FOR PUBLICATION
UNITED STATES COURT OF APPEALS
FOR THE NINTH CIRCUIT
UNITED STATES OF AMERICA, No. 19-50151
Plaintiff-Appellee,
D.C. No.
v. 8:16-cr-00164-
AG-1
MANUEL GRIMALDO, AKA Manuel
Cuevas, AKA Manuel Grinaldo
Cuevas, AKA Manuel Grimaldo, Jr., OPINION
AKA Manuel Cuevas Grimaldo,
Defendant-Appellant.
Appeal from the United States District Court
for the Central District of California
Andrew J. Guilford, Senior District Judge, Presiding
Argued and Submitted October 6, 2020
Pasadena, California
Filed January 7, 2021
Before: Milan D. Smith, Jr. and Kenneth K. Lee, Circuit
Judges, and Kathleen Cardone, * District Judge.
Opinion by Judge Lee
*
The Honorable Kathleen Cardone, United States District Judge for
the Western District of Texas, sitting by designation.

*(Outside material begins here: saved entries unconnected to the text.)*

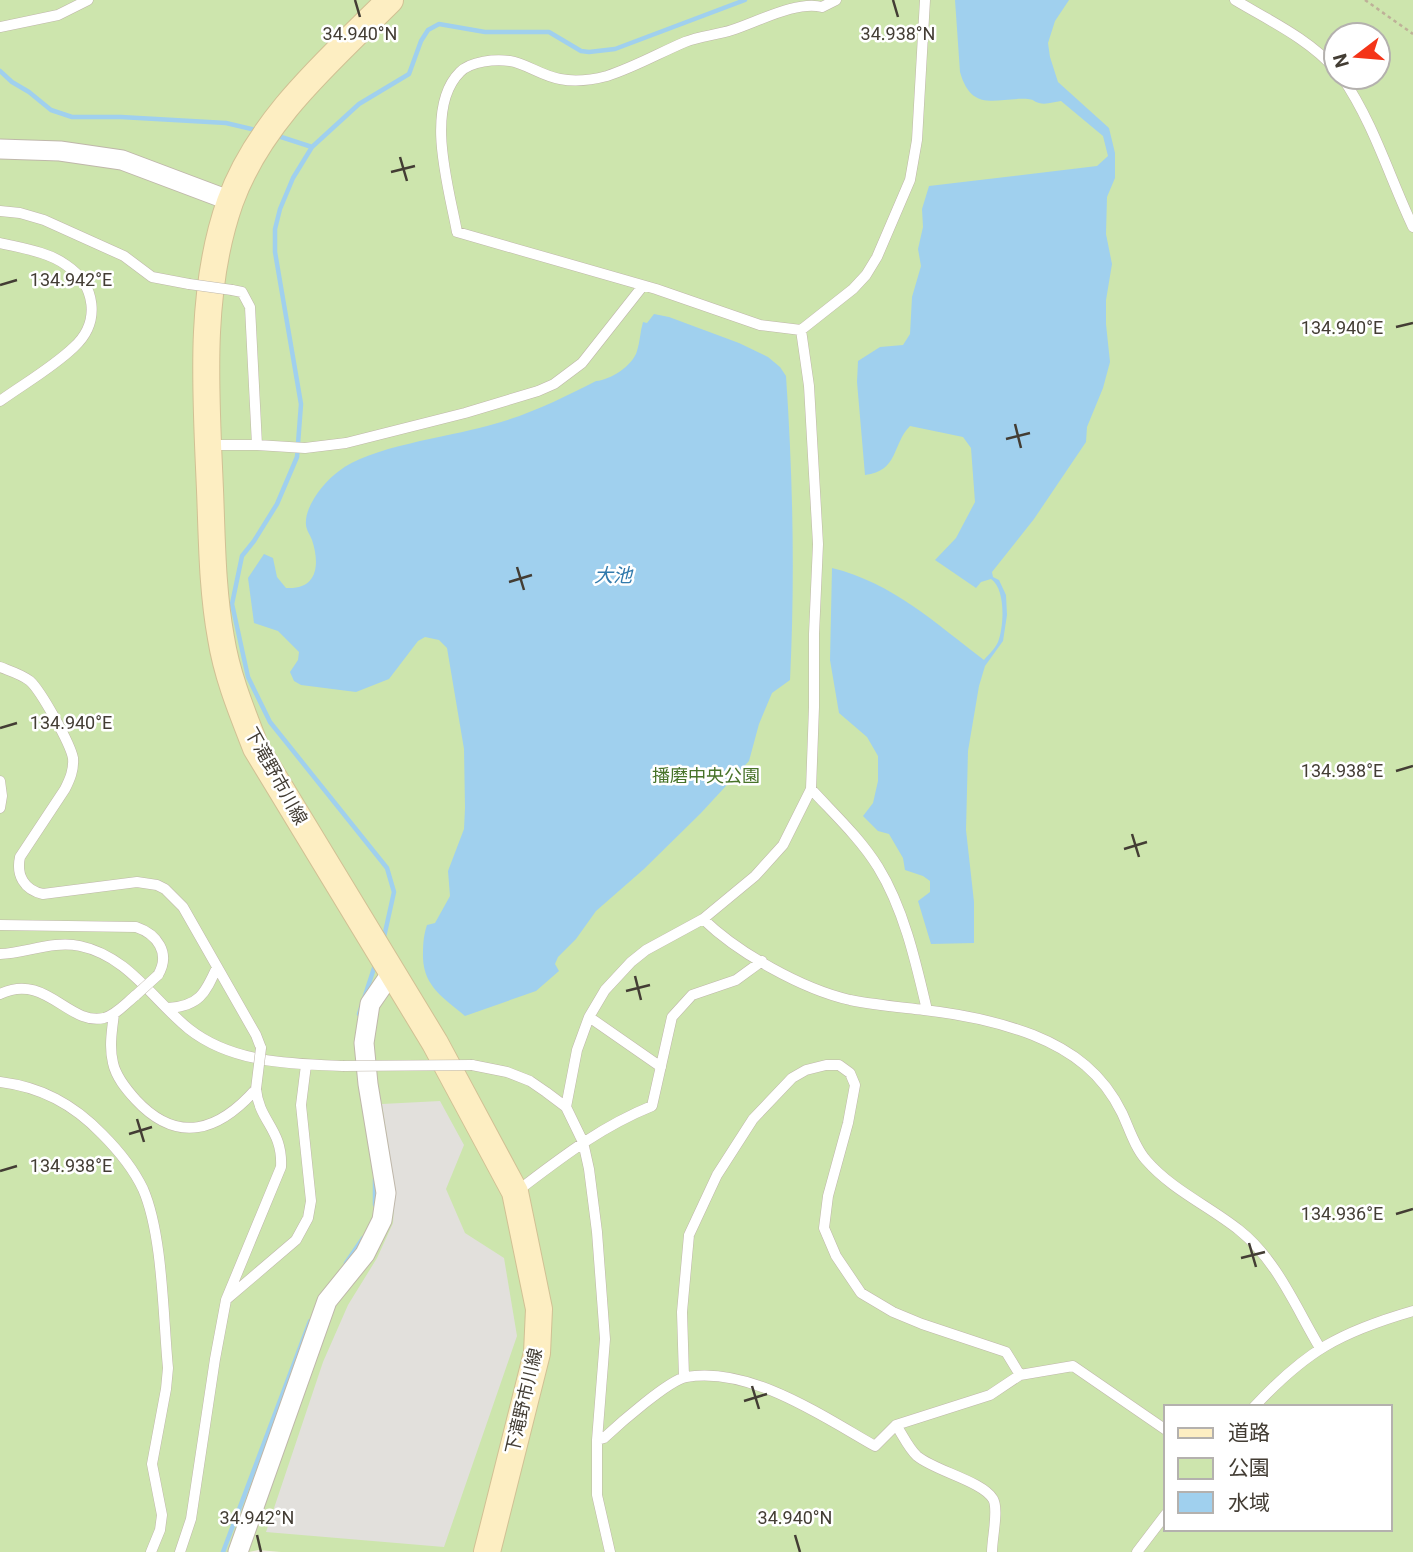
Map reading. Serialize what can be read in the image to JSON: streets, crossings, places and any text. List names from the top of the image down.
{
  "streets": {
    "main road": ["下滝野市川線"]
  },
  "water": ["大池"],
  "parks": ["播磨中央公園"],
  "legend": ["道路", "公園", "水域"],
  "north": "left",
  "coordinates": [
    "34.940°N",
    "34.938°N",
    "134.942°E",
    "134.940°E",
    "134.938°E",
    "134.936°E",
    "34.942°N"
  ]
}
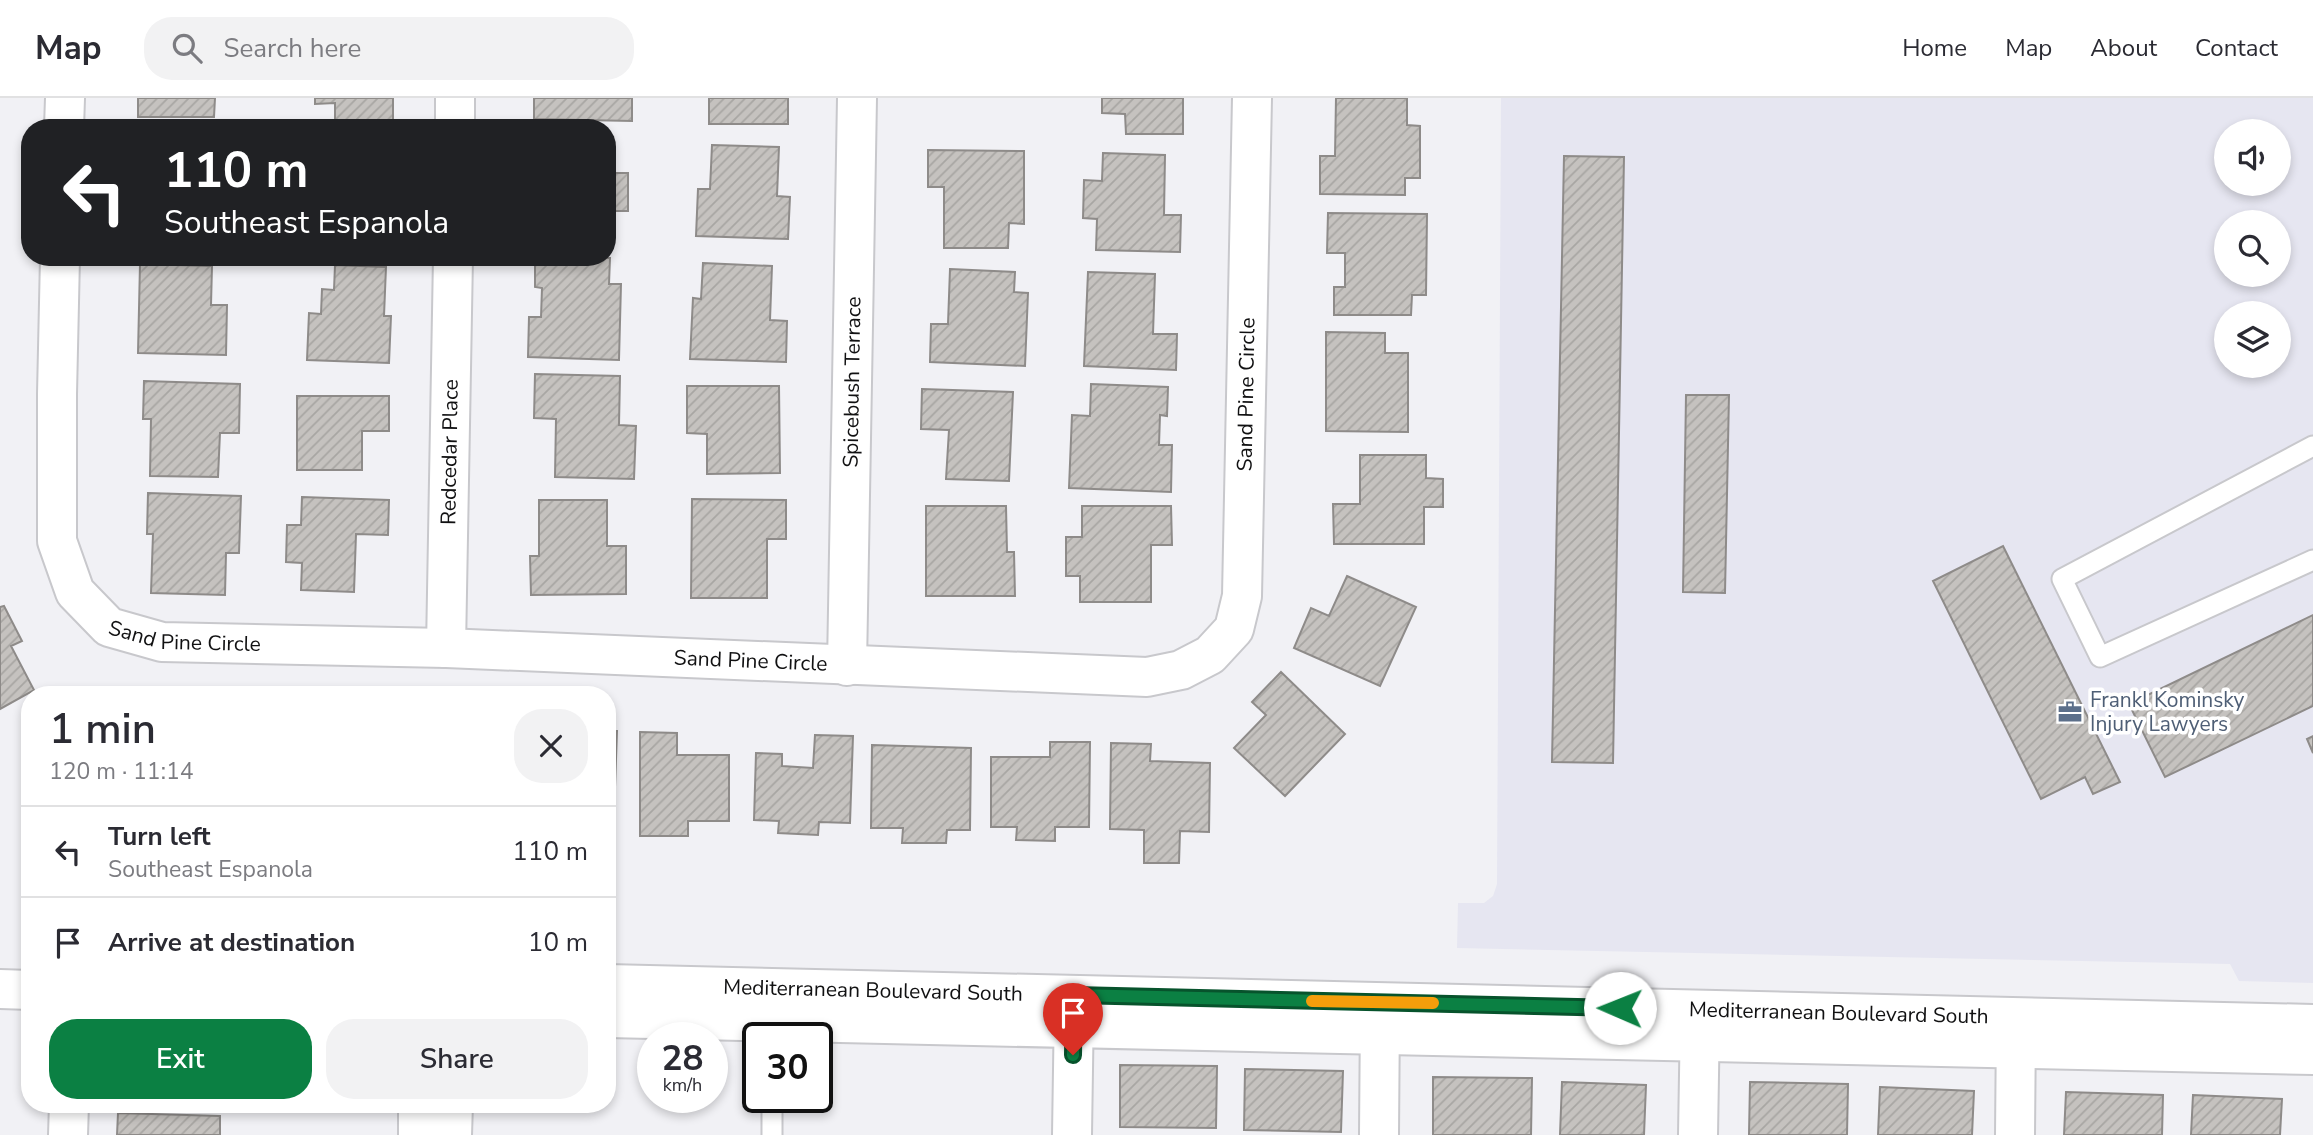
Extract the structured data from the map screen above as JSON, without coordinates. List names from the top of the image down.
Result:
{
  "streets": {
    "street": [
      "Spicebush Terrace",
      "Sand Pine Circle",
      "Redcedar Place",
      "Mediterranean Boulevard South"
    ]
  },
  "crossings": [
    ["Spicebush Terrace", "Sand Pine Circle"],
    ["Sand Pine Circle", "Redcedar Place"]
  ],
  "places": {
    "office": ["Frankl Kominsky Injury Lawyers"]
  },
  "page": {
    "header": "Map",
    "search": "Search here",
    "nav": [
      "Home",
      "Map",
      "About",
      "Contact"
    ],
    "turn": ["110 m", "Southeast Espanola"],
    "heading": ["1 min", "120 m · 11:14"],
    "list": [
      {
        "name": "Turn left",
        "note": "Southeast Espanola",
        "value": "110 m"
      },
      {
        "name": "Arrive at destination",
        "value": "10 m"
      }
    ],
    "buttons": ["Exit", "Share"],
    "speed": "28 km/h",
    "limit": "30"
  }
}
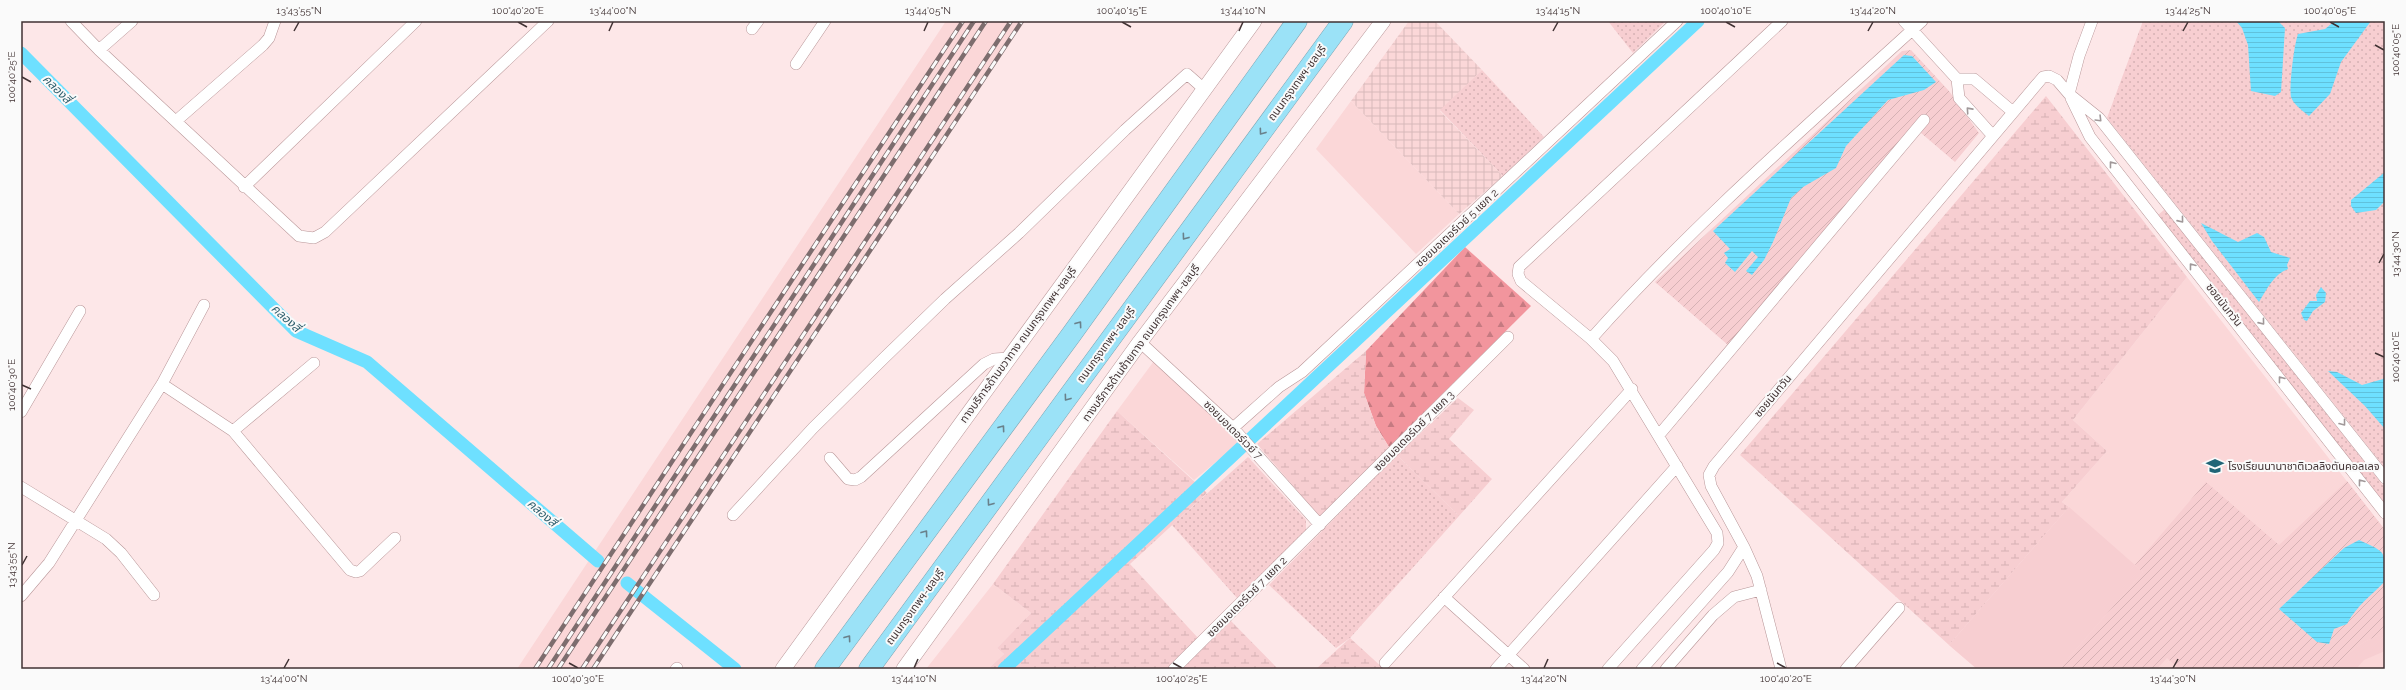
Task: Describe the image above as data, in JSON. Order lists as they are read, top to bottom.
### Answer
{
  "streets": {
    "highway": ["ถนนกรุงเทพฯ-ชลบุรี"],
    "main road": ["ทางบริการด้านซ้ายทาง ถนนกรุงเทพฯ-ชลบุรี", "ทางบริการด้านขวาทาง ถนนกรุงเทพฯ-ชลบุรี"],
    "street": [
      "ซอยมอเตอร์เวย์ 5 แยก 2",
      "ซอยนันทวัน",
      "ซอยมอเตอร์เวย์ 7",
      "ซอยมอเตอร์เวย์ 7 แยก 3",
      "ซอยมอเตอร์เวย์ 7 แยก 2"
    ]
  },
  "crossings": [
    ["ซอยมอเตอร์เวย์ 5 แยก 2", "ซอยมอเตอร์เวย์ 7"],
    ["ทางบริการด้านซ้ายทาง ถนนกรุงเทพฯ-ชลบุรี", "ซอยมอเตอร์เวย์ 7"],
    ["ซอยมอเตอร์เวย์ 7", "ซอยมอเตอร์เวย์ 7 แยก 3"],
    ["ซอยมอเตอร์เวย์ 7", "ซอยมอเตอร์เวย์ 7 แยก 2"],
    ["ซอยมอเตอร์เวย์ 7 แยก 3", "ซอยมอเตอร์เวย์ 7 แยก 2"]
  ],
  "water": ["คลองสี่"],
  "places": {
    "school or university": ["โรงเรียนนานาชาติเวลลิงตันคอลเลจ"]
  },
  "coordinates": [
    "13°43'55\"N",
    "100°40'20\"E",
    "13°44'00\"N",
    "13°44'05\"N",
    "100°40'15\"E",
    "13°44'10\"N",
    "13°44'15\"N",
    "100°40'10\"E",
    "13°44'20\"N",
    "13°44'25\"N",
    "100°40'05\"E",
    "100°40'25\"E",
    "13°44'30\"N",
    "100°40'30\"E"
  ]
}
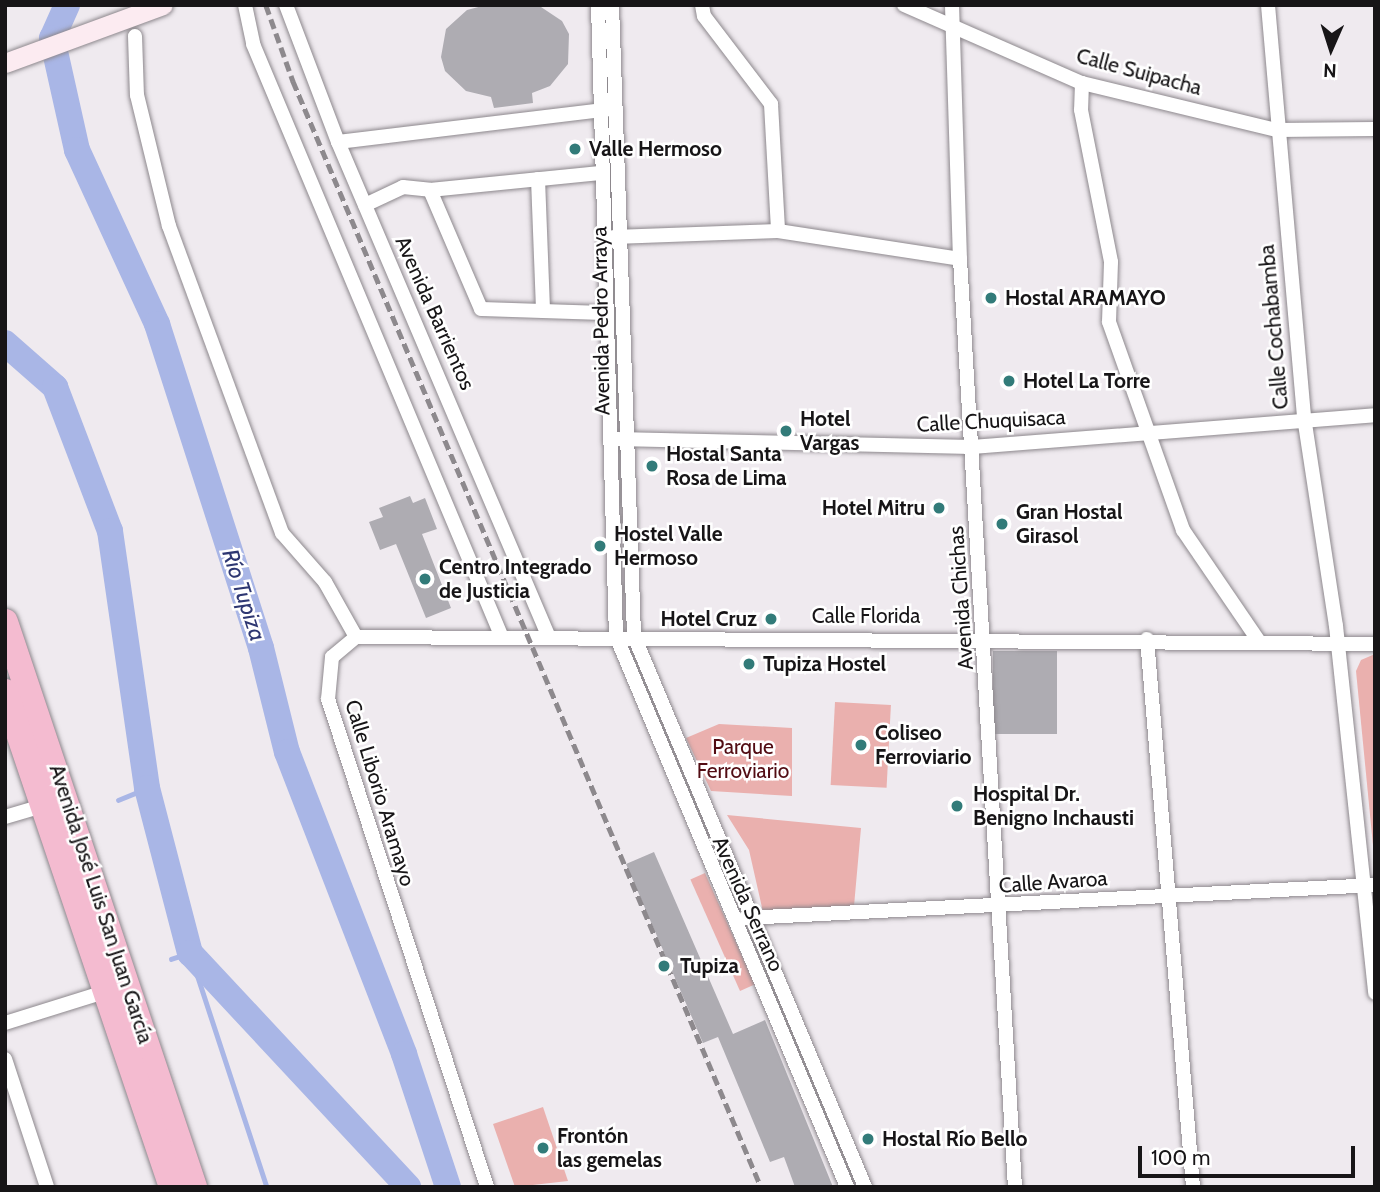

2 UNITED STATES V. GRIMALDO
SUMMARY **
Criminal Law
The panel affirmed the district court’s refusal to strike
arrest allegations in a presentence report, vacated sentences
for simple possession of methamphetamine and felon-in-
possession of a firearm, and remanded for resentencing.
The panel held that the defendant did not waive his
challenge to the district court’s four-level upward
adjustment under U.S.S.G. § 2K2.1(b)(6)(B) for possession
of a weapon in connection with another felony. Explaining
that it is not self-evident that possessing a firearm emboldens
a person to seek more narcotics, the panel held that the
district court plainly erred by failing to determine whether
the defendant used the gun “in furtherance” of his
methamphetamine possession. The panel therefore vacated
the 120-month sentence on the felon-in-possession count
and remanded for further consideration.
The government conceded that the defendant’s 36-
month sentence on the simple-possession count is illegal
because it exceeds the applicable statutory maximum, and
the parties agreed that the error is plain. The government
asserted that because the illegal 36-month sentence ran
concurrent to the 120-month sentence on the felon-in-
possession count, the illegal sentence does not affect the
defendant’s substantial rights. Because the panel remanded
for resentencing on the felon-in-possession count, the
**
This summary constitutes no part of the opinion of the court. It
has been prepared by court staff for the convenience of the reader.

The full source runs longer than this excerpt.